Der vierte Punkt – es wurde dies schon von Stummvoll sehr richtig gesagt –: Arbeitslosigkeit und freie Stellen aufzurechnen ist einfach Schwachsinn. Es ist einfach Dummheit. Arbeitslosigkeit und freie Stellen aufzurechnen ist Schwachsinn und Dummheit. Und wer das tut, muß sich des Populismus zeihen lassen. (Beifall beim Liberalen Forum, bei SPÖ und ÖVP und bei den Grünen.)

Dazwischen liegt das Spannungsfeld der Qualifikation von Wohn- und Arbeitsort, von Zumutbarkeiten. Und hier, meine Damen und Herren von den Regierungsparteien, liegt Ihre Aufgabe, die Zumutbarkeitsbestimmungen nicht nur anzupassen, zu modernisieren, sondern sie auch anzuwenden. (Abg. Dr. Khol: Richtig!)

Wir haben in Österreich mit Stand Ende Mai 23 570 ausländische Arbeitslose. Wir haben – und da sind Gott sei Dank die arbeitslosen Ausländer auch dabei, weil wir bei den Berufen alle Berufstätigen erfassen – 6 193 arbeitslose Bauhilfsarbeiter, 31 805 arbeitslose Menschen in Fremdenverkehrsberufen, 2 038 arbeitslose Hausgehilfinnen, 8 934 arbeitslose Reinigungspersonen, also eine Vielzahl von arbeitslosen Menschen. Und trotzdem gelingt es manchen Betrieben nicht, und zwar wegen mangelnder Zumutbarkeit, wegen mangelnder Durchsetzung der Zumutbarkeit, auf dem Arbeitsmarkt Mitarbeiter zu finden.

Und daher ein klares Wort zu den Saisonniers: Herr Dr. Stummvoll!

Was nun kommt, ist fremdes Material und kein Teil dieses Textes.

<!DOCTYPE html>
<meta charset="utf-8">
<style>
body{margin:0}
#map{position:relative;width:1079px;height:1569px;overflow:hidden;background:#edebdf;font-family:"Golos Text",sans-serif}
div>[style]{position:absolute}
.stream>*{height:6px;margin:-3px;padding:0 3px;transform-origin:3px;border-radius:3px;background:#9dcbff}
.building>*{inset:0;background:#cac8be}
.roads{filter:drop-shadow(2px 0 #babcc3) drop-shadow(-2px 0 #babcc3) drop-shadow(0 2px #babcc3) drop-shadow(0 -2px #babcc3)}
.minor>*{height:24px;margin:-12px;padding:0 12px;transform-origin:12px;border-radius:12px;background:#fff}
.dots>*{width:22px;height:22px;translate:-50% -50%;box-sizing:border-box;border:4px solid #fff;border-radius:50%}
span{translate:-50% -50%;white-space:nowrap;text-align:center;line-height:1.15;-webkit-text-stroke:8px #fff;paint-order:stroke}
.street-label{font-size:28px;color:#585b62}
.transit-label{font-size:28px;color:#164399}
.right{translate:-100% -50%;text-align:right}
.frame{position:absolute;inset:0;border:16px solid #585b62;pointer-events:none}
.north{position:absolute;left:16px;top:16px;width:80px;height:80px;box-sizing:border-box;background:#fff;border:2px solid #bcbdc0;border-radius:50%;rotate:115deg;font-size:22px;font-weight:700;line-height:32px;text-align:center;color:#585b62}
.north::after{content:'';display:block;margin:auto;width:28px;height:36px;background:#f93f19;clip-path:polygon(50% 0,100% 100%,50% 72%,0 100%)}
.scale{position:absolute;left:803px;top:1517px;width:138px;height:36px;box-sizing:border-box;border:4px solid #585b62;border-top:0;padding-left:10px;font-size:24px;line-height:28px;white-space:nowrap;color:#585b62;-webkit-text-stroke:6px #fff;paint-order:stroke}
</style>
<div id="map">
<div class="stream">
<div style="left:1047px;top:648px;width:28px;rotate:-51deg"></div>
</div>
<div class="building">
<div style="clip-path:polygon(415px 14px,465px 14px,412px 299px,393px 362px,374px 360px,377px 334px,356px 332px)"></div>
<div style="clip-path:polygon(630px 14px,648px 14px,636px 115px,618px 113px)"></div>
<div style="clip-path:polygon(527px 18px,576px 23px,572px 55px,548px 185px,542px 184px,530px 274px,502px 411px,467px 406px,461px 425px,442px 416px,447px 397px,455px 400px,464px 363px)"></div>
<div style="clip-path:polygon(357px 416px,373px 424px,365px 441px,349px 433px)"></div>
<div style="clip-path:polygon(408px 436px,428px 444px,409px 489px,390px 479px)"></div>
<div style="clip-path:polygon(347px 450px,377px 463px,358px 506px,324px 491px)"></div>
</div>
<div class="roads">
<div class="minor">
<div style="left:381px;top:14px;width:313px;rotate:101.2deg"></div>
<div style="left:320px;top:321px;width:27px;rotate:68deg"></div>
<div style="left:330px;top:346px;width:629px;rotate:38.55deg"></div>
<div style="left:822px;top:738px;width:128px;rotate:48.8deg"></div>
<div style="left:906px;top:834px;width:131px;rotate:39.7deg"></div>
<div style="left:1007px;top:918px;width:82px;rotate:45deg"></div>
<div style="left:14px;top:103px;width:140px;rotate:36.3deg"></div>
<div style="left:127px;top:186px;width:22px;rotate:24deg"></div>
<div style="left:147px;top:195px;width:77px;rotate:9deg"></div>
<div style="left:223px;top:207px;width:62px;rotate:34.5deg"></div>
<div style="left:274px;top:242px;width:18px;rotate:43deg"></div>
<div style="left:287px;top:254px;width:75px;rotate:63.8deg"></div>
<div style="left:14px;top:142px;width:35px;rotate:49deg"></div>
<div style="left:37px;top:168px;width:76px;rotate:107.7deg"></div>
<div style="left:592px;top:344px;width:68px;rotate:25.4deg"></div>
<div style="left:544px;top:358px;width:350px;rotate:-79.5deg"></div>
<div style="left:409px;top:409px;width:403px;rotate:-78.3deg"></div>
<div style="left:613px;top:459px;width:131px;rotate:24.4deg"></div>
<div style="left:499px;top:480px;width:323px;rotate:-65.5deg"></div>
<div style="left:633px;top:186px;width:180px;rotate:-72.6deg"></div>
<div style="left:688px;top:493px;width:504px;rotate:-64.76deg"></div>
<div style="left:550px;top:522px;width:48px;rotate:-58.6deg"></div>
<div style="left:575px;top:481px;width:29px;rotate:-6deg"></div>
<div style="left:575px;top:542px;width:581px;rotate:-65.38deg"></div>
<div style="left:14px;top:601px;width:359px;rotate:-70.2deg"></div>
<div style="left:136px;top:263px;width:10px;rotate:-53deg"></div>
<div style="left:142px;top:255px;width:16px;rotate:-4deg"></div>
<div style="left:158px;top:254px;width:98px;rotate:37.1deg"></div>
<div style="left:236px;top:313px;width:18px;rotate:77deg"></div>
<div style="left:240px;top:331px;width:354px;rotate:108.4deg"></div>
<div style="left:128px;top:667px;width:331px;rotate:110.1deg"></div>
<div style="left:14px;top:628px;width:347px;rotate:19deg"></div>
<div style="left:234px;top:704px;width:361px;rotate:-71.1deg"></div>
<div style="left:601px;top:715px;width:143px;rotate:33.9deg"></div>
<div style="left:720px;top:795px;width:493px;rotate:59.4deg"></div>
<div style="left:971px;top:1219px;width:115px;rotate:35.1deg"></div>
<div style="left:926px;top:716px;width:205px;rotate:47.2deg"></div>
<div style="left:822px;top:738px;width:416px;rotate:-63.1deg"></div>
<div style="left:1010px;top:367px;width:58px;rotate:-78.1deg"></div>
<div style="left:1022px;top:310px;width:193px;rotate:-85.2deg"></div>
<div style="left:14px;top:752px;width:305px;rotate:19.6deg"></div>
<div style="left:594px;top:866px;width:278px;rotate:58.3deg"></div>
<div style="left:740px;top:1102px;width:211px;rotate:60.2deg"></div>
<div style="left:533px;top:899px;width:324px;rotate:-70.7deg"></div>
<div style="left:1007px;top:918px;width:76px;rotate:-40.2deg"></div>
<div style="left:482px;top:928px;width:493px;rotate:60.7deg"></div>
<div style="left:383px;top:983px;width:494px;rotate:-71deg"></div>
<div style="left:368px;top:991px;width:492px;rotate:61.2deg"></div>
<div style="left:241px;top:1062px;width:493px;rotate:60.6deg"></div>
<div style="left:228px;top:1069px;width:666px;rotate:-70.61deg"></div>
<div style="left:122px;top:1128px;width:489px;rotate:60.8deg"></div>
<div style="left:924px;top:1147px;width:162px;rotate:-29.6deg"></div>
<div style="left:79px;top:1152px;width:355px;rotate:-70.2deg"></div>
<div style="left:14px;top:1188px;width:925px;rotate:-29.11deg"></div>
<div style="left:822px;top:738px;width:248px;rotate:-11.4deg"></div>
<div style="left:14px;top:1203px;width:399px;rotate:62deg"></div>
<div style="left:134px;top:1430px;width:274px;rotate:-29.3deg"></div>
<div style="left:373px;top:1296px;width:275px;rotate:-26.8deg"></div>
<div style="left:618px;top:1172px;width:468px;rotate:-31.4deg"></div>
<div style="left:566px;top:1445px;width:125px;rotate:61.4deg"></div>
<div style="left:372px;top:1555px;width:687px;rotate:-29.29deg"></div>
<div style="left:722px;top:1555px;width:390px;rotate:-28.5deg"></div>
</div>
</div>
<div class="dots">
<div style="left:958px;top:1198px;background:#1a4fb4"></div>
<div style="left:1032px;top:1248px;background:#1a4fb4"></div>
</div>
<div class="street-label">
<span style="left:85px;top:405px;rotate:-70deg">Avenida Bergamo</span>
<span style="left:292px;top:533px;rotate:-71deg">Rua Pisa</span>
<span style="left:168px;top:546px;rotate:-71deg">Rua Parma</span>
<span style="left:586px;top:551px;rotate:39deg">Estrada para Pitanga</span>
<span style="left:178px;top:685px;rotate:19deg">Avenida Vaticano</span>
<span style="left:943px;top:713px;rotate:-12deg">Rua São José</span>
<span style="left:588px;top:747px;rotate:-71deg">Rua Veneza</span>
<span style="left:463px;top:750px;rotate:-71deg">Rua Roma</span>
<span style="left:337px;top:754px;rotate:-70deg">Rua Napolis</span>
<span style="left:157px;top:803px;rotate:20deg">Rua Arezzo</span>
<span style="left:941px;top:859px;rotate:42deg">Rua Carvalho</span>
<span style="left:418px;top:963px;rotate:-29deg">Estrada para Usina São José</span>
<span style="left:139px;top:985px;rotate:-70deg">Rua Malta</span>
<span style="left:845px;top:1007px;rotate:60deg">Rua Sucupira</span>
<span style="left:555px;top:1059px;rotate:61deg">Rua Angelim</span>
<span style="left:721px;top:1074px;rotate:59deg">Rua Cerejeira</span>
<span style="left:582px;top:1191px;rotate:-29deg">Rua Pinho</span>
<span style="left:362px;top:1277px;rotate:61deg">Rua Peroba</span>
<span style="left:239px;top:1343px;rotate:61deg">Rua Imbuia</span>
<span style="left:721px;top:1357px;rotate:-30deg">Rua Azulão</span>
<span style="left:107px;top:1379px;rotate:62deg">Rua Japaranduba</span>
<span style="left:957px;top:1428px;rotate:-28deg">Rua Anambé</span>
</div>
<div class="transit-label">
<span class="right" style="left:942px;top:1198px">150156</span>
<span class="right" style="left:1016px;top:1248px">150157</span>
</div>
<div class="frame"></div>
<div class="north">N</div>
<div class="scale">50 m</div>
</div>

Die Wirtschaftskammer beschäftigt sich mit dieser Frage sehr stark. Ich glaube, in der heutigen Beschäftigungssituation brauchen wir Saisonniers dann nicht mehr, wenn wir die Zumutbarkeit vernünftig regeln.

Nur einen Status des Saisonniers lasse ich mir nicht nehmen, meine Damen und Herren: Für die junge australische Studentin, für den kanadischen Studenten, für den Handwerker aus Norwegen, für den Schweizer jungen Mann, der unsere Kultur, unser Land, unsere Sprache kennenlernen will, der nicht in unser Sozialsystem integriert werden will, der nur für eine bestimmte Zeit, drei, sechs Monate, bei uns arbeiten und unser Land kennenlernen will, muß Platz bleiben in Österreich. Das ist aber eine ganz andere Form von Saisonnier als derjenige, der gemeint ist für die Beschäftigung in Branchen, in denen wir sonst keine Mitarbeiter bekommen. (Beifall beim Liberalen Forum und bei der ÖVP.)

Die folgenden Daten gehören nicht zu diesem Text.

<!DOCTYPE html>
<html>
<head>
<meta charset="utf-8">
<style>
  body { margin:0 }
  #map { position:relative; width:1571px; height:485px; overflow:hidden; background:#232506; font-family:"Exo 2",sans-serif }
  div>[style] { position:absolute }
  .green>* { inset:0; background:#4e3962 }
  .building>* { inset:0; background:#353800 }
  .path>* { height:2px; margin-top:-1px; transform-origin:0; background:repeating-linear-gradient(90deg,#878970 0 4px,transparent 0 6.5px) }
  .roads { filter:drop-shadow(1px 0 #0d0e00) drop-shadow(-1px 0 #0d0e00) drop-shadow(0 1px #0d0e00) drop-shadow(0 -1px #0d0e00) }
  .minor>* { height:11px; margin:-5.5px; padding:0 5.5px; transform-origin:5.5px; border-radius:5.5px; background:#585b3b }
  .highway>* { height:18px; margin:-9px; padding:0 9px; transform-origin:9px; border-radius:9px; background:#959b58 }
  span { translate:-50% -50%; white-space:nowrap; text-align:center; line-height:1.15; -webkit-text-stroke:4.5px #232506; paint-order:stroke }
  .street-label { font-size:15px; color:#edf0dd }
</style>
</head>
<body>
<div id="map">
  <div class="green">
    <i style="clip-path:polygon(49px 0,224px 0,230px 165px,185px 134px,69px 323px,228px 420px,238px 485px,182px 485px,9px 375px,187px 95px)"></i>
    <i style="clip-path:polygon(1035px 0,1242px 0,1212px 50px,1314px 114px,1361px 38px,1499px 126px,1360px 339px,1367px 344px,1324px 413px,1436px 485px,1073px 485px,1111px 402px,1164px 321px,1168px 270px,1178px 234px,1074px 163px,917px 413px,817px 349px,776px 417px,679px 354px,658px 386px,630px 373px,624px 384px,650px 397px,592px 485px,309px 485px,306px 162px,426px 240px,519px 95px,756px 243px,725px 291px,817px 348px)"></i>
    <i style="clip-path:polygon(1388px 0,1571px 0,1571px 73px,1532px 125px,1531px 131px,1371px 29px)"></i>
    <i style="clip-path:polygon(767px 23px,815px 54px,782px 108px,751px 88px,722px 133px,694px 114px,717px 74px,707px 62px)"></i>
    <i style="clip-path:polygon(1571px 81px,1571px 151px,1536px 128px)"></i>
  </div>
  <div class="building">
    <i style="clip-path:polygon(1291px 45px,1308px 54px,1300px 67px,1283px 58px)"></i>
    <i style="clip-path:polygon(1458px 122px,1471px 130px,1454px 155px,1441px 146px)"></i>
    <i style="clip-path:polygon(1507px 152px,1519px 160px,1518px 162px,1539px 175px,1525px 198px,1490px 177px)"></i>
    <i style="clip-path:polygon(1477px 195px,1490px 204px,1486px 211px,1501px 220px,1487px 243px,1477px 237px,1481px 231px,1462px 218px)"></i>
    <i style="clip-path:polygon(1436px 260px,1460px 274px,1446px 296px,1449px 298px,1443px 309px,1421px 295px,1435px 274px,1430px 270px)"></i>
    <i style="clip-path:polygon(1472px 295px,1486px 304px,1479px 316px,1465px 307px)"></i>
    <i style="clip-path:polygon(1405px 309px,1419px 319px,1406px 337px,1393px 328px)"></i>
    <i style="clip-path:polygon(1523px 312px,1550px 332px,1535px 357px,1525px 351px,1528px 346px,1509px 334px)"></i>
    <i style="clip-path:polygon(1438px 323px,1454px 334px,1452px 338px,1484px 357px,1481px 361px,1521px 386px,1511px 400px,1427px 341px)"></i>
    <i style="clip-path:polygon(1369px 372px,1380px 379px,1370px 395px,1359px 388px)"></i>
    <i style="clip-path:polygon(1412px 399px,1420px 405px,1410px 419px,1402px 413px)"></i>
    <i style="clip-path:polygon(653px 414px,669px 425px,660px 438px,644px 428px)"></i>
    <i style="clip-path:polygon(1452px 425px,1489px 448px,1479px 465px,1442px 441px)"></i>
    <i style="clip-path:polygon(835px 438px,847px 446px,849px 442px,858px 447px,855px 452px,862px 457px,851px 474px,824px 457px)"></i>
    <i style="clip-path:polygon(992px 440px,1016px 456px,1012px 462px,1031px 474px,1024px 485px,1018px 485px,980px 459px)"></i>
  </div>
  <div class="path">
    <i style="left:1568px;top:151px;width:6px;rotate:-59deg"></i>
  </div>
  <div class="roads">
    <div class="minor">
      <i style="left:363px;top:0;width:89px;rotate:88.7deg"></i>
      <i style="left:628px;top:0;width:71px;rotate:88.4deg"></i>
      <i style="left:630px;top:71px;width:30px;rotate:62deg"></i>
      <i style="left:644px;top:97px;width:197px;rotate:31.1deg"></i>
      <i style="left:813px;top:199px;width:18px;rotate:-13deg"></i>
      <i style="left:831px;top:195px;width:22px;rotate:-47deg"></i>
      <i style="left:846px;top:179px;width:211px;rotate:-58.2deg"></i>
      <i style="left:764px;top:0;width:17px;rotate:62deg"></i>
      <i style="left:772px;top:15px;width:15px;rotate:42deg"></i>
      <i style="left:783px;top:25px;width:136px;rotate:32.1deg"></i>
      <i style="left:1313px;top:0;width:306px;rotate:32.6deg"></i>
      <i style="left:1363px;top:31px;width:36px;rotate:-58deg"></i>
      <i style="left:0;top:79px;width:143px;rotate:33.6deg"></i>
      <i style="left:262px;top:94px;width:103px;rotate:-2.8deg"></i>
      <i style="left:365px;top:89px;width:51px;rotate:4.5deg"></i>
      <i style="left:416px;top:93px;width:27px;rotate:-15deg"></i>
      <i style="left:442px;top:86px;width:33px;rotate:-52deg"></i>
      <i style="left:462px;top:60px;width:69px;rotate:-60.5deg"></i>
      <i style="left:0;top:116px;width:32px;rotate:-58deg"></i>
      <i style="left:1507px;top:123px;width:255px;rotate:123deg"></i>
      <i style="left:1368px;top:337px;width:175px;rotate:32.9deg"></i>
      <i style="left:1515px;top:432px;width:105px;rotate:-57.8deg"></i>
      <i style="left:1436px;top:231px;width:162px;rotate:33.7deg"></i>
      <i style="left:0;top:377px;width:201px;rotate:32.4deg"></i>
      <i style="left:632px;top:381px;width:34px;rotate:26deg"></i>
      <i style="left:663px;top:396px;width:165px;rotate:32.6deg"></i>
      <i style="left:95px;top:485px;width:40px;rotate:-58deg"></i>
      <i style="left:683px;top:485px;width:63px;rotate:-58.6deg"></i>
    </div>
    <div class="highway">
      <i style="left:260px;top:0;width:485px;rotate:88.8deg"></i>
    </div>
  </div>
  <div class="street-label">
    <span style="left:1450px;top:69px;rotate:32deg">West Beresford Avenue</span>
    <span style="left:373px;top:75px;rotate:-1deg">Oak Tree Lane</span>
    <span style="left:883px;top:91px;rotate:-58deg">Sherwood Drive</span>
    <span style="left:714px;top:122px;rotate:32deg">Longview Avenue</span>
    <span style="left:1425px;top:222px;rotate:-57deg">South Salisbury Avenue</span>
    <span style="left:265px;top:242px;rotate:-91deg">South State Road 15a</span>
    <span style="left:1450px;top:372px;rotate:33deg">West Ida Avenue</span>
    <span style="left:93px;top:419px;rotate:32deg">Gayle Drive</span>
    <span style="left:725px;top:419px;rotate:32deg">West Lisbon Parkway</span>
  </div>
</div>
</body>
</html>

Der sechste Punkt: Eines ist klar, und jeder, der verantwortungsvoll darüber diskutiert, weiß das: Die Einwanderungspolitik hat Grenzen, und gerade weil sie Grenzen hat, möchte ich heute eine Einwanderungsdebatte führen und keine Ausländerdebatte. Die Menschenrechtskonvention ist halt nicht relativierbar. Sie ist Gott sei Dank so glasklar beschlossen, und wir haben sie als Österreicher unterschrieben. Und auch Asylrecht und Humanität sind nicht diskutierbar – auch wenn die Ergebnisse schwierig sind, auch wenn es Belastungen gibt. Aber nur zu sagen, wir sind für die Österreicher, und die Ausländer sind uns egal, das geht nicht, das ist zu schmal gedacht. Menschen, die in unserem Land leben, Menschen, die in Not sind, sind unser Problem, gleichgültig, welche Staatsbürgerschaft sie letztlich haben.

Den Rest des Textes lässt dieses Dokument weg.